FIG. 3 is a perspective view schematic drawing of a safety damper for use in the safety system illustrated in FIG. 1 in accordance with some exemplary embodiments;

FIG. 4 is a perspective view schematic drawing of the safety damper illustrated in FIG. 3 installed on a duct in accordance with some exemplary embodiments;

FIG. 5 is a more detailed schematic drawing of a wireless damper interface for the safety damper illustrated in FIG. 3 in accordance with some exemplary embodiments;

FIG. 6 is an electrical schematic drawing of the safety damper in accordance with some exemplary embodiments; and

FIG. 7 is a cross sectional view schematic drawing of a fire damper for use in the safety system illustrated in FIG. 1 in accordance with some exemplary embodiments.

DETAILED DESCRIPTION

A communication system provides damper position sensed at a damper to a safety panel in some embodiments. The communication system provides the damper position (e.g., damper state) to a central location or safety panel in some embodiments. The communication can occur via a wire or an indirect communication mesh. In some embodiments, the indirect mesh includes fire safety devices (e.g., fire response devices) having wireless modules or circuits. The fire safety devices can include smoke dampers, fire dampers, smoke detectors, sprinkler systems, and/or strobe lights. The term damper refers to a damper or louvre as used herein.

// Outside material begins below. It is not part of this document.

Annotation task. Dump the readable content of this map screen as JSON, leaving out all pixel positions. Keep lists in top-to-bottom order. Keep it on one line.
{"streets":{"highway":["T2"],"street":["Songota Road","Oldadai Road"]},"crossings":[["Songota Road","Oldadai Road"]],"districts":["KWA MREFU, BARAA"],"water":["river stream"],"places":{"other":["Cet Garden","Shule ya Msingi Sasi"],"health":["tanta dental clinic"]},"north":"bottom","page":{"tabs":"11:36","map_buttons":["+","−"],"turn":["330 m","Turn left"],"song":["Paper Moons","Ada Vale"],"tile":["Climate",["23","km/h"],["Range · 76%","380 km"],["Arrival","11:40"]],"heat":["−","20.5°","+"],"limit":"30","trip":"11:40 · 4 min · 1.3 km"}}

Advantageously, the systems and methods provide a unified fire control where fire detection, fire suppression and life safety equipment act together for a best or more suitable response against a hazard situation in some embodiments. In some embodiments, the fire panel uses the position signal to make an alarm determination. The alarm determination can include a fire alarm. The alarm determination can be made using the position signal and smoke sense signal, or other first safety signal in some embodiments.

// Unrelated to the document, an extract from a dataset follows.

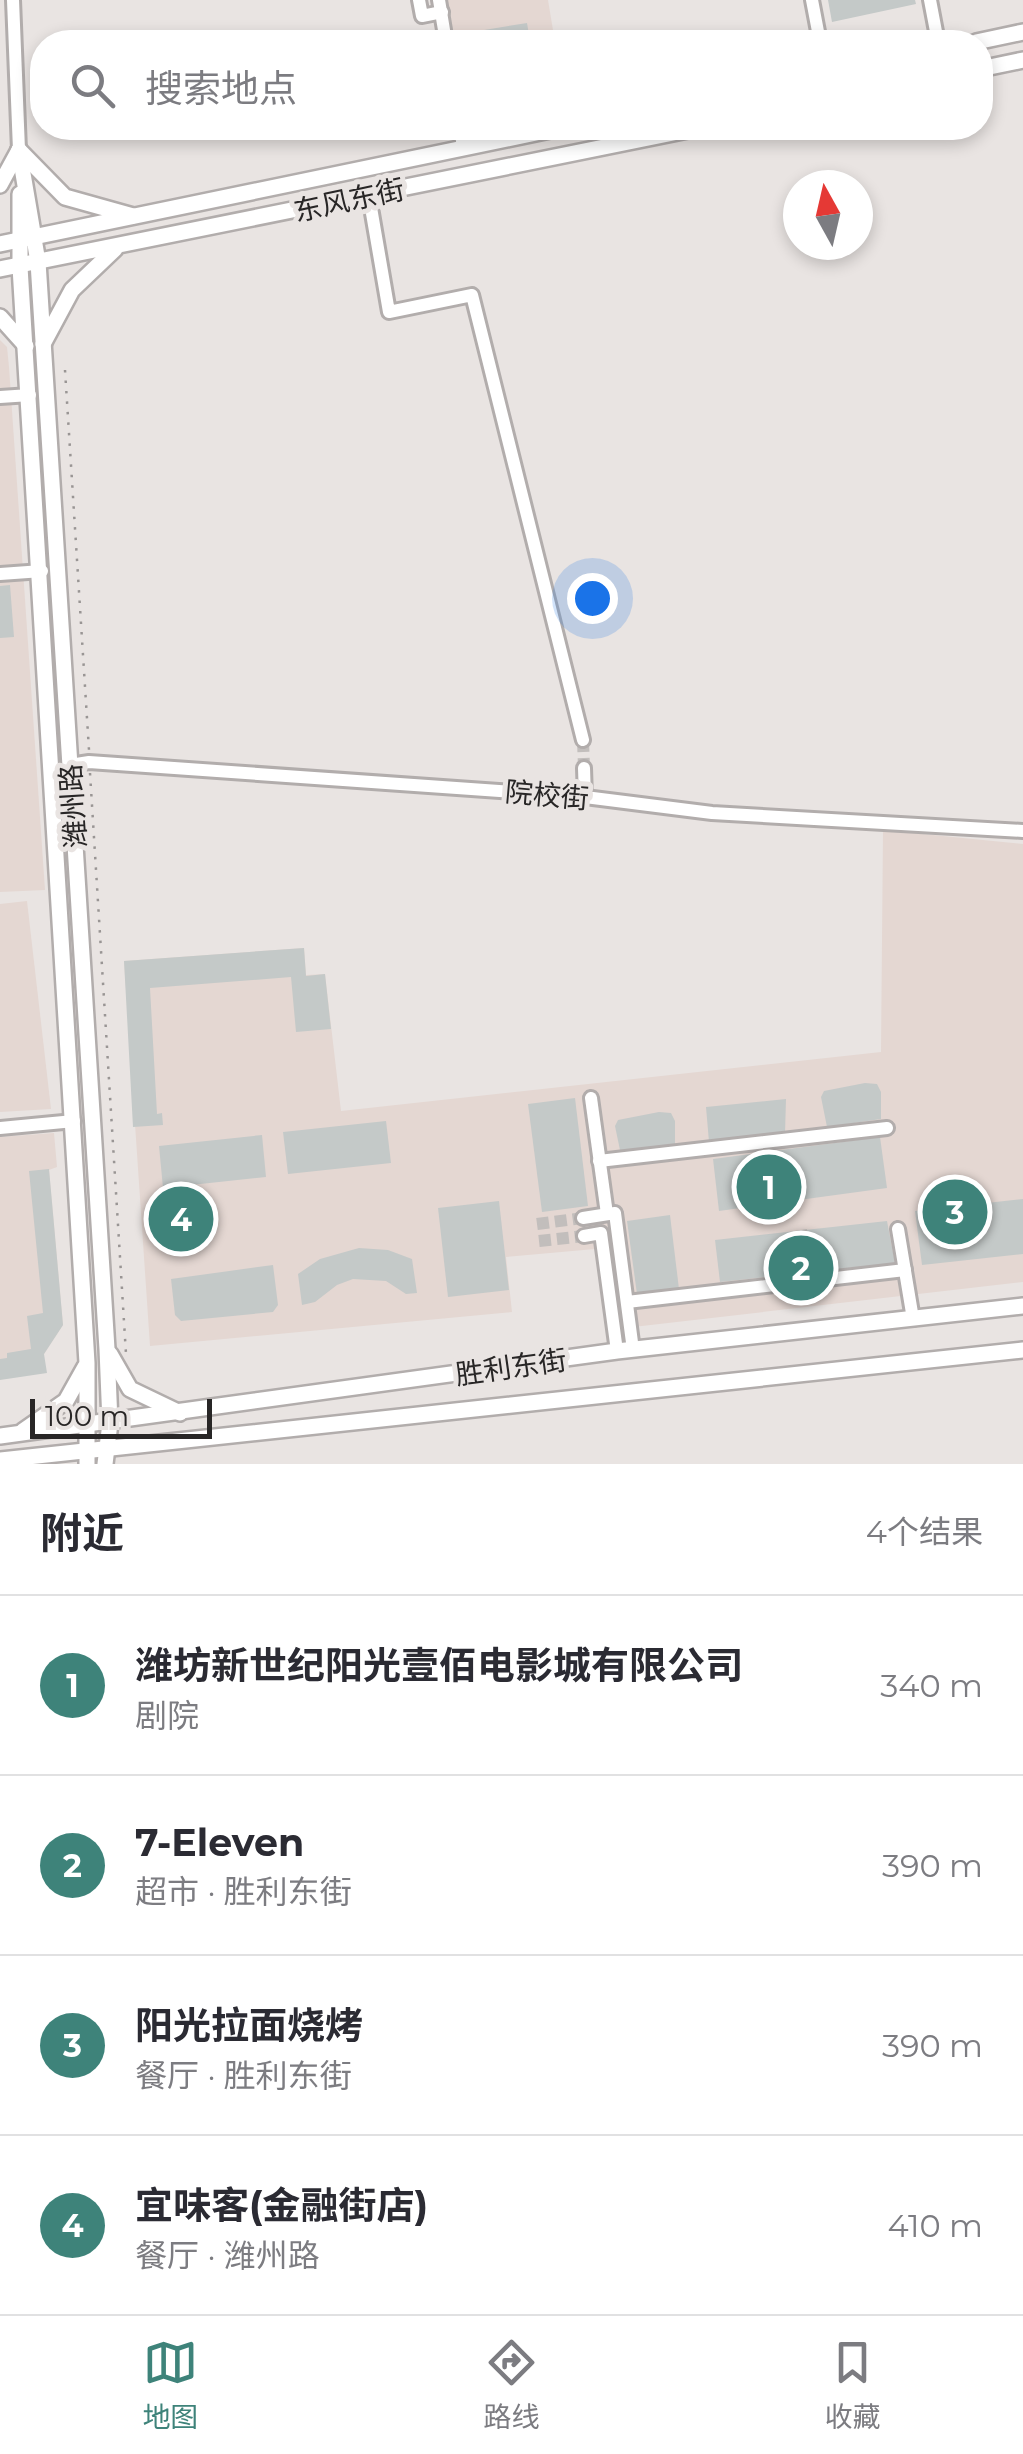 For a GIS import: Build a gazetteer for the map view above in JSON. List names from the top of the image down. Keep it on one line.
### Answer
{"streets":{"main road":["东风东街","潍州路","胜利东街"],"street":["院校街"]},"crossings":[["东风东街","潍州路"],["院校街","潍州路"],["潍州路","胜利东街"]],"scale_bar":"100 m","north":"top","page":{"search":"搜索地点","pins":["1","3","4","2"],"scale":"100 m","heading":["附近","4个结果"],"list":[{"mark":"1","name":"潍坊新世纪阳光壹佰电影城有限公司","note":"剧院","value":"340 m"},{"mark":"2","name":"7-Eleven","note":"超市 · 胜利东街","value":"390 m"},{"mark":"3","name":"阳光拉面烧烤","note":"餐厅 · 胜利东街","value":"390 m"},{"mark":"4","name":"宜味客(金融街店)","note":"餐厅 · 潍州路","value":"410 m"}],"nav":["地图","路线","收藏"]}}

In some embodiments, the communication module or circuit is a communication line card provided with a relay circuit associated with the damper. Communication modules can be provided with fire safety devices (e.g., fire dampers, sprinkler systems, smoke detectors, and strobe lights). The communication circuit and the relay are provided in an integrated unit distinct from the damper in some embodiments. In some embodiments, the damper position or status is sensed via contact switches integral with the smoke damper and coupled top the relay. In some embodiments, the damper includes blades that are positioned in an opened or closed state sensed by a position sensor.

In some embodiments, the communication circuit communicates via a wired connection (e.g., via power wires for the relay). The communication circuit can provide data indicating the location and identity (damper type, damper address, building location, etc.) of the fire damper or smoke damper with the position information. When indirect communication is utilized, display of all devices communicating by mesh network indirectly can be provided on the fire panel including damper states. Identification stored in the communication unit can be transmitted and display and include building name or floor(s) for example.

The communication unit or module is located next to the device (e.g., a critical application device) and is wired to the electrical circuit of the actuator. The communication module includes a wireless transceiver for communication, switch contacts to indicate blade position, smoke alarm contact, and a relay to position the connected actuator.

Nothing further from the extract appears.